Posts Tagged 'hadrosaurs'

Discovering dinosaurs in the field

I’ve already written a bit about the fieldtrip to Alberta from this Autumn that I led from Queen Mary with a team of colleagues and undergraduates where we had a great time and found some great stuff. My friend and colleague Rob Knell was with us as pseudo-official photographer and he also had video capacity with his cameras so took plenty of footage and has now edited this together to make a brief video to show off what we did. This has been put together in order to  promote the course and show future students what the trip is likely to involve, but it should be of general interest to those who have not seen Dinosaur Provincial Park firsthand and what a better idea about hunting dinosaurs.

 

 

 

 

 

Yet more hadrosaur heads

The Musings seems to be have been on a bit of an unintentional roll for hadrosaur heads recently. There were some Lambeosaurus heads to go with Nipponosaurus but now here’s something of a flood. Steve Cohen, who kindly supplied a bunch of AMNH pterosaurs, has sent in this set of heads from the halls of the AMNH and it’s a nice example of the variety of crests and expansions seen in the group.

While some of these genera have made appearances on these pages before (like this Corythosaurus and while not shown here, don’t forget the amazing Tsintaosaurus) this is good chance to smush them all together and make them much easier to compare and contrast. A couple have also been flipped to put everything in left lateral view, though this means that the nicely labelled Saurolophus as the bottom is now covered in mirror writing.

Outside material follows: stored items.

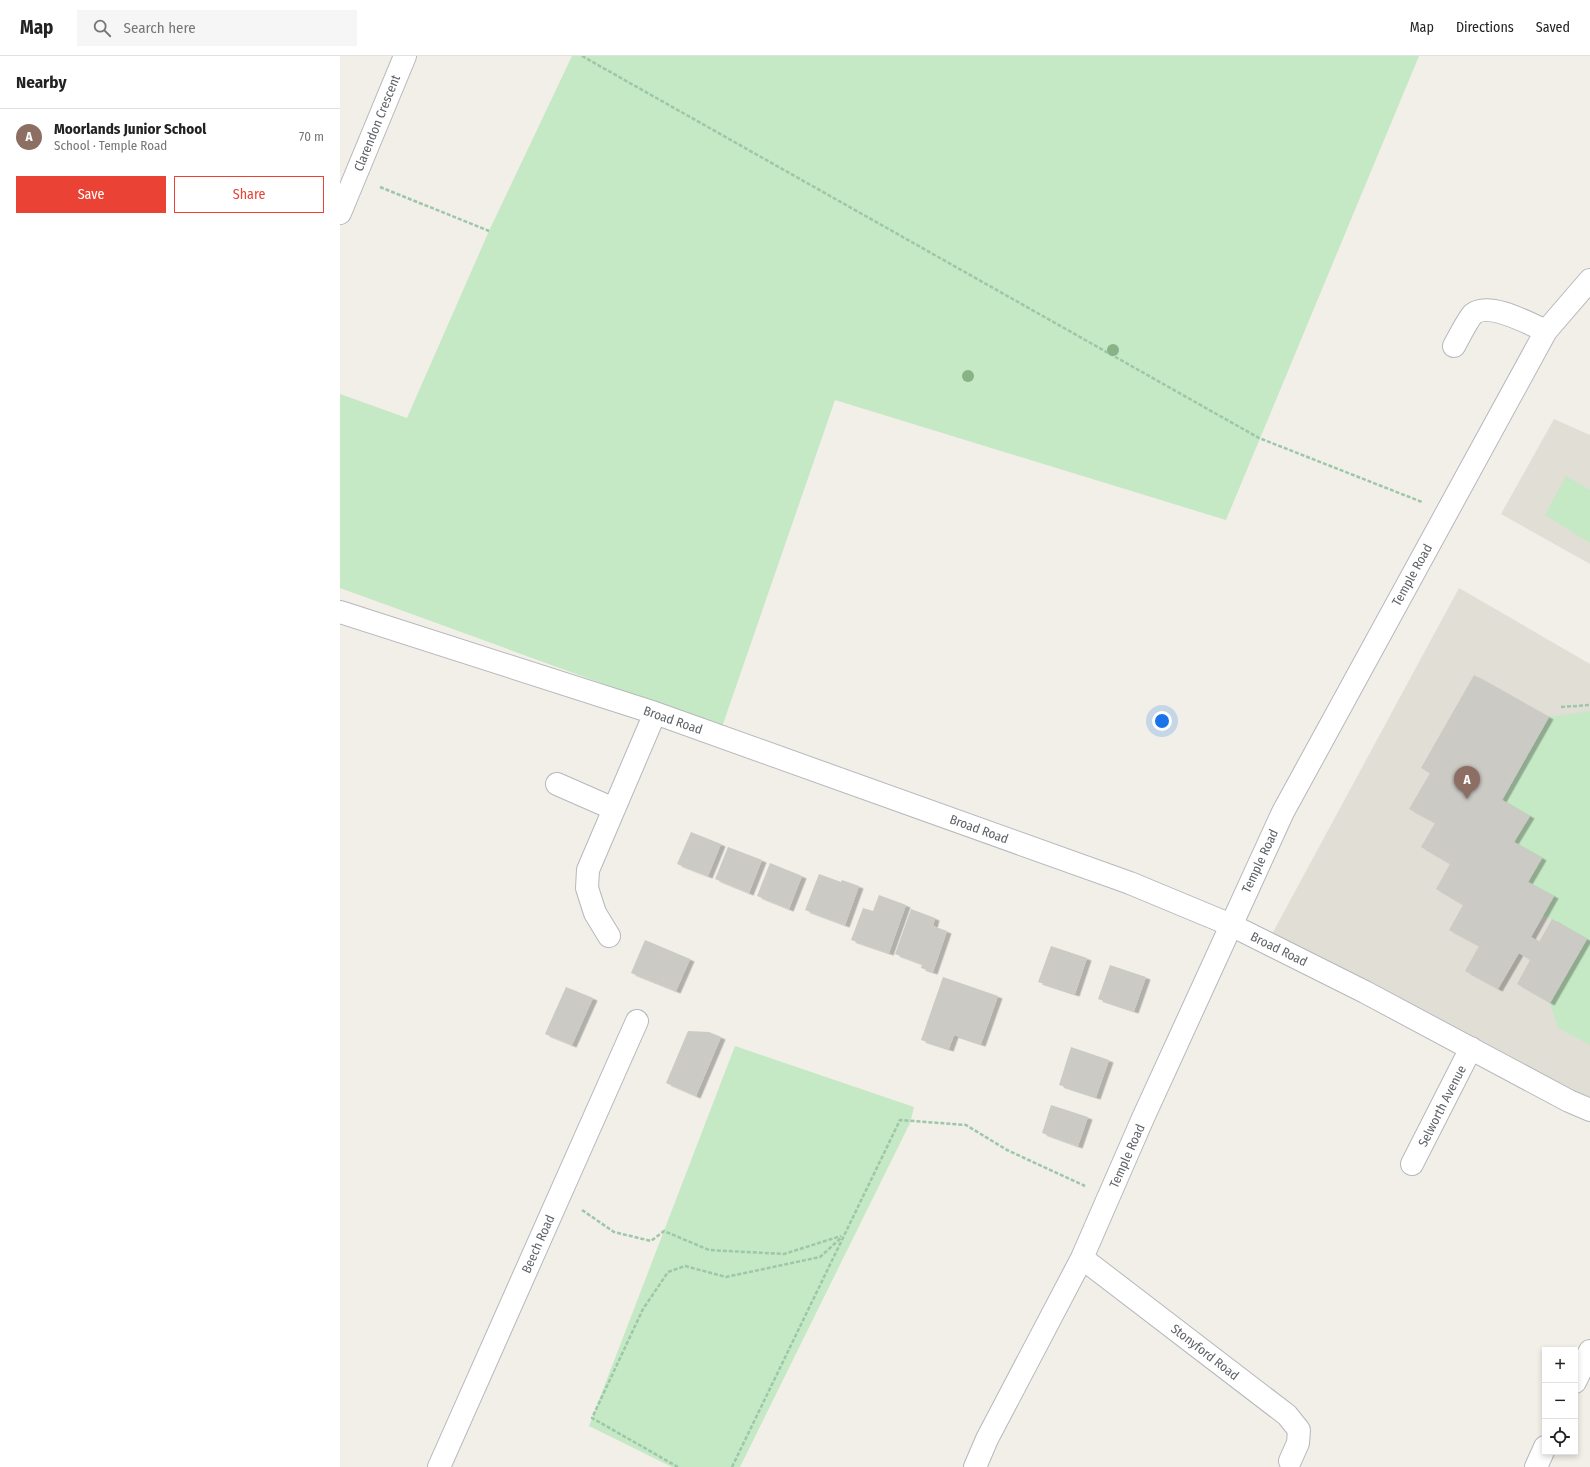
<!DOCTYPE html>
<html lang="en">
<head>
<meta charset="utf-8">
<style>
	:root { --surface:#fff; --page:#f6f6f6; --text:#222; --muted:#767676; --line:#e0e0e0; --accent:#ea4335 }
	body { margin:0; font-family:"Fira Sans Condensed",sans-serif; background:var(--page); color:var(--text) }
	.controls { position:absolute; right:12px; bottom:12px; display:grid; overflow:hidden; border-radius:0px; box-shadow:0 2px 6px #0003 }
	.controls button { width:36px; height:36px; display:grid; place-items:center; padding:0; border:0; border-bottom:1px solid var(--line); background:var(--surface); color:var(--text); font:20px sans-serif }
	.you { position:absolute; left:822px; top:665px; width:14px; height:14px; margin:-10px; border:3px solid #fff; border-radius:50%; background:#1a73e8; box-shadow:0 0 0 6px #1a73e833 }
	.badge { display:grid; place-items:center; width:26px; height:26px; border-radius:50%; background:var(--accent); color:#fff; font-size:13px; font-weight:700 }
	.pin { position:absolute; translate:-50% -33px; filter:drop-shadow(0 1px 2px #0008) }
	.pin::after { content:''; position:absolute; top:21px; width:14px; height:12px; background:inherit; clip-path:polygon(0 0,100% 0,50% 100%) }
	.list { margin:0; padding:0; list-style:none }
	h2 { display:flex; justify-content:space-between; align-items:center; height:52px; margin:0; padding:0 16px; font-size:17px }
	h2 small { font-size:13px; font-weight:400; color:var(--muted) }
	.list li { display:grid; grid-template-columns:26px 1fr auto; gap:12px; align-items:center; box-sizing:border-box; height:56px; padding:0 16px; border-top:1px solid var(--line) }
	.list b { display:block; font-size:15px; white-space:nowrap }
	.list p { margin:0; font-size:13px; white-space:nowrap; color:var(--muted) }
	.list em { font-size:13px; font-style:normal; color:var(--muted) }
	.actions { display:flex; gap:8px; padding:12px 16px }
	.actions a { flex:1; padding:9px 0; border:1px solid var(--accent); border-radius:0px; text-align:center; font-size:14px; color:var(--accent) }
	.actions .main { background:var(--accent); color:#fff }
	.icon { flex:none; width:22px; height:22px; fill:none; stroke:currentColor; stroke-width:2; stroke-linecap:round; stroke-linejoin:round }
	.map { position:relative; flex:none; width:1250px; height:1411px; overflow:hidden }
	header { display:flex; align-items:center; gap:24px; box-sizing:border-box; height:56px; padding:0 20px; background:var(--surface); border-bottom:1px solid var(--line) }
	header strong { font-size:19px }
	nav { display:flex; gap:22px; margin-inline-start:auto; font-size:14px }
	.search { width:280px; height:36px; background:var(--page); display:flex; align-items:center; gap:10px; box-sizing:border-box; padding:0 14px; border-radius:0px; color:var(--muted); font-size:15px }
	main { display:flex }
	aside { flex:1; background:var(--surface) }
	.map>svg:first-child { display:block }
	.education { fill:#e1ded6 }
	.green { fill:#c5e8c5 }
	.building { fill:#cccac5; filter:url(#shadow) }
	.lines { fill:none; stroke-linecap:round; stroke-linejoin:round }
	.minor-casing { stroke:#b5b8bc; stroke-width:24 }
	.path { stroke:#9cc7a9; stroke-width:2.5; stroke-dasharray:4 2; stroke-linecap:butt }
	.minor { stroke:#fff; stroke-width:22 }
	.tree { fill:#89b387 }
	.labels { text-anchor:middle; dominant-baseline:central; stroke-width:3.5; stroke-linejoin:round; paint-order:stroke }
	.street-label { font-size:13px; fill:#5f6368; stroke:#fff }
</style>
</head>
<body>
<header>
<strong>Map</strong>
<div class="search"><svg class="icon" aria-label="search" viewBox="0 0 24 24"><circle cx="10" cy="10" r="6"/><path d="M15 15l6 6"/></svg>Search here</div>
<nav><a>Map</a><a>Directions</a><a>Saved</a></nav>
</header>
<main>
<aside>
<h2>Nearby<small></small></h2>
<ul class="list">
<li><span class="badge" style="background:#8d6e63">A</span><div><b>Moorlands Junior School</b><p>School · Temple Road</p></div><em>70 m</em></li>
</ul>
<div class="actions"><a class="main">Save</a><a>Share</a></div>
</aside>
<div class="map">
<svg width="1250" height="1411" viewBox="0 0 1250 1411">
	<defs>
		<filter id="shadow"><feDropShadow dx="4.5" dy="2.5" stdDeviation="0" flood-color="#0004"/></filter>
	</defs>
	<rect width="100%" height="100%" fill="#f1efe8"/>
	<path class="education" d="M 1214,363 L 1250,379 L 1250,508 L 1161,458 Z
		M 1119,532 L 1250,608 L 1250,1055 L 932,878 Z"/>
	<path class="green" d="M 232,0 L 1079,0 L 886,464 L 495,344 L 382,671 L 0,532 L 0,338 L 67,362 L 149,175 Z
		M 1226,420 L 1250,434 L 1250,487 L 1205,459 Z
		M 1250,655 L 1250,989 L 1218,972 L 1210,947 L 1247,883 L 1203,859 L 1213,840 L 1188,826 L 1174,786 L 1189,760 L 1162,744 L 1209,661 Z
		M 395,990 L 574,1051 L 570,1067 L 400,1411 L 332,1411 L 249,1370 Z"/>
	<path class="building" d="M 1134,619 L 1209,661 L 1162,744 L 1190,760 L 1174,786 L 1202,802 L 1188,826 L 1214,840 L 1191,881 L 1199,886 L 1212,863 L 1247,883 L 1210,947 L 1177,928 L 1190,904 L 1179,897 L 1158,933 L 1125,915 L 1139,890 L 1109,874 L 1123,849 L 1096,833 L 1110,808 L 1081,791 L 1095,767 L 1069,753 L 1090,717 L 1081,712 Z
		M 351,776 L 381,788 L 368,820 L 337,808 Z
		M 388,791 L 422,804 L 409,837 L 375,823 Z
		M 430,807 L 462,820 L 449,853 L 417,840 Z
		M 479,818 L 501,826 L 502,824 L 519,830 L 505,869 L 465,854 Z
		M 539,839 L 566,849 L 549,897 L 511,884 L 523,852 L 533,855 Z
		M 571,853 L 595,862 L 593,870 L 607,875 L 593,916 L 581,912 L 582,908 L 555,898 Z
		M 305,884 L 350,903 L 336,935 L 291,917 Z
		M 711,890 L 747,902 L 735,938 L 698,926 Z
		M 770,909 L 806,921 L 794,955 L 758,943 Z
		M 603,921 L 658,940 L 641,988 L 614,979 L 609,993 L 581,984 Z
		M 226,931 L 253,942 L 232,989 L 205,978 Z
		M 348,975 L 369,976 L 381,981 L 356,1040 L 326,1027 Z
		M 731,991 L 769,1004 L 756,1041 L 719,1029 Z
		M 711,1049 L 748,1061 L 738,1090 L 702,1077 Z"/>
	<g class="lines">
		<defs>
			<path id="minor" d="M 0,157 L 65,0
				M 1114,290 C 1118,283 1128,263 1133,258 C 1149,245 1190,268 1206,275
				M 0,556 L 315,657 L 790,827 L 891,869 L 1025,936 L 1229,1045 L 1250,1054
				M 217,728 L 274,753
				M 269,880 L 255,857 L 247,832 L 248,814 L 315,657
				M 1072,1108 L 1131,992
				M 742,1202 L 947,1359 L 959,1374 L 958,1387 L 950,1405
				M 1235,1326 L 1250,1295
				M 99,1411 L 297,965
				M 635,1411 L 647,1383 L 742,1202 L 803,1062 L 943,756 L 1206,275 L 1250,224
				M 1196,1411 L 1205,1391"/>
		</defs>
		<use href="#minor" class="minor-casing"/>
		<path class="path" d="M 242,0 L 919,382 L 1082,446
			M 40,131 L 149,175
			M 1221,651 L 1250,649
			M 242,1154 L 274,1176 L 311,1185 L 324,1175 L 369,1194 L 444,1198 L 501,1180
			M 338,1411 L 252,1362 L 303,1253 L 328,1216 L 345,1210 L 386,1221 L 480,1201 L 502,1181
			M 392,1411 L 560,1064 L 626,1069 L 667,1094 L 745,1130"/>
		<use href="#minor" class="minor"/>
	</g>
	<g class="tree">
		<circle cx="773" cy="294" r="6"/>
		<circle cx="628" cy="320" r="6"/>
	</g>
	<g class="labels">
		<g class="street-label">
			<text transform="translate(37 67) rotate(-68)">Clarendon Crescent</text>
			<text transform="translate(1072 519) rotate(-61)">Temple Road</text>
			<text transform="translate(333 664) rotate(19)">Broad Road</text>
			<text transform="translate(639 773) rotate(20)">Broad Road</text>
			<text transform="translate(920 805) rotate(-65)">Temple Road</text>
			<text transform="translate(939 893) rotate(26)">Broad Road</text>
			<text transform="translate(1102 1050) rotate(-63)">Selworth Avenue</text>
			<text transform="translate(787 1100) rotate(-66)">Temple Road</text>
			<text transform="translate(198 1188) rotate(-66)">Beech Road</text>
			<text transform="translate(865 1296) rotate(38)">Stonyford Road</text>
		</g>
	</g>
</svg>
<div class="controls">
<button>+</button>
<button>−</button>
<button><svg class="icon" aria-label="locate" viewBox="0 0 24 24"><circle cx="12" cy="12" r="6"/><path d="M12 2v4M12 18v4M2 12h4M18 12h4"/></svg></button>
</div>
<div class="you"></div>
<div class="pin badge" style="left:1127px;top:743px;background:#8d6e63">A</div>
</div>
</main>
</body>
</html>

Here then are (in order): Corythosaurus, Hypacrosaurus, Kritosaurus, Lambeosaurus, Prosaurolophus and finally Saurolophus.

Hadrosaur crests

Here we have the tops of two hadrosaur skulls and thus the crested parts of them. Below is Corythosaurus though obviously rather more developed that the individual I showed yesterday. Above that is the famous Parasaurolophus with its long posteriorly directed tube-like crest. Hadrosaur crests have had all manner of function assigned to them (as, would you believe, we discuss in this paper) but there’s little to evidence to support most of the more extreme ideas (like it being a snorkel in Parasaurolophus despite, you know, not having any openings) and in the majority of cases they are best interpreted as being signalling structures.

Corythosaurus

Having covered a stray Lambeosaurus skull just before the end of last year, it’s time to catch back up with the last of the Carnegie images (and boy have I made these last!). And I do have some more ornithopods to go, or more specifically, hadrosaurs. First off is this rather nice Corythosaurus that’s mounted in a quadrupedal stance. While I’ve not seen that many hadrosaur mounts most have been as bipeds, and those that are down on all fours usually have the head right up, so this is different if nothing else. Nice too to see the ossified tendons being prominent too. Tomorrow, more head crests.

Multiple Maiasaura

What is the proper common plural of ‘Maiasaura‘ anyway? Maiasauras, Maiasaurases, Maiasaurs? Anyway, doesn’t really matter, here are some of them, once more delving into my collection from the recent exhibition in Tokyo. Above is a partial skeleton augmented by casts, and below a number of sculpted babies in a nest.

A super Saurolophus

This specimen may not be immediately familiar, but those who know my work well will certainly know the humerus. This is the specimen that was chomped on and led to my paper on tyrannosaur scavenging. As noted there, one major aspect of the paper was that the rest of the material was in otherwise excellent condition, implying that that the carcass was unavailable for consumption – this was scavenging of a dead animal and not simply late-stage carcass consumption.

So here is the rest of that specimen (well most of it) and as you can see it’s both a large individual and in wonderful condition. The bone surfaces are superb, the vast majority of it is preserved, and there are even small elements like gastralia and some skin in there too (and some 62 consecutive caudals!). The size meant that I took a number of photos for this post simply because to try and fit it all in otherwise (as with the top image) leads to all manner of parallax and that hardly serves the best well.






Hadrosaur hands

Many moons ago I wrote a short post on the pedal unguals of hadrosaurs and in it I mentioned jsut how similar they are to those of the hand. To prove that point, here is a hadrosaurs hand that can be contrasted the the foot from the link above. It’s worth remembering that for a long time the ornithopods (that is hadrosaurs and igunaodontians) were considered proper bipeds and not the facultative bipeds we think of them now.

Obviously it’s not like people *didn’t* think about this when they came up with the hypothesis, but one does have to wonder a bit quite what they did think these hands were good for if they weren’t walking on them, especially when they are so obviously similar to the feet which were being walked on. Swimming doesn’t really fit or the toes would be longer and more widely spaced out, and I’m not aware of any other hypotheses that were floating around. Even so, it’s remarkable how some things cling on in the collective conciousness and I still come across the idea that hadrosaurs were semi-aquatic though I think this bit the dust in the 60s if not before.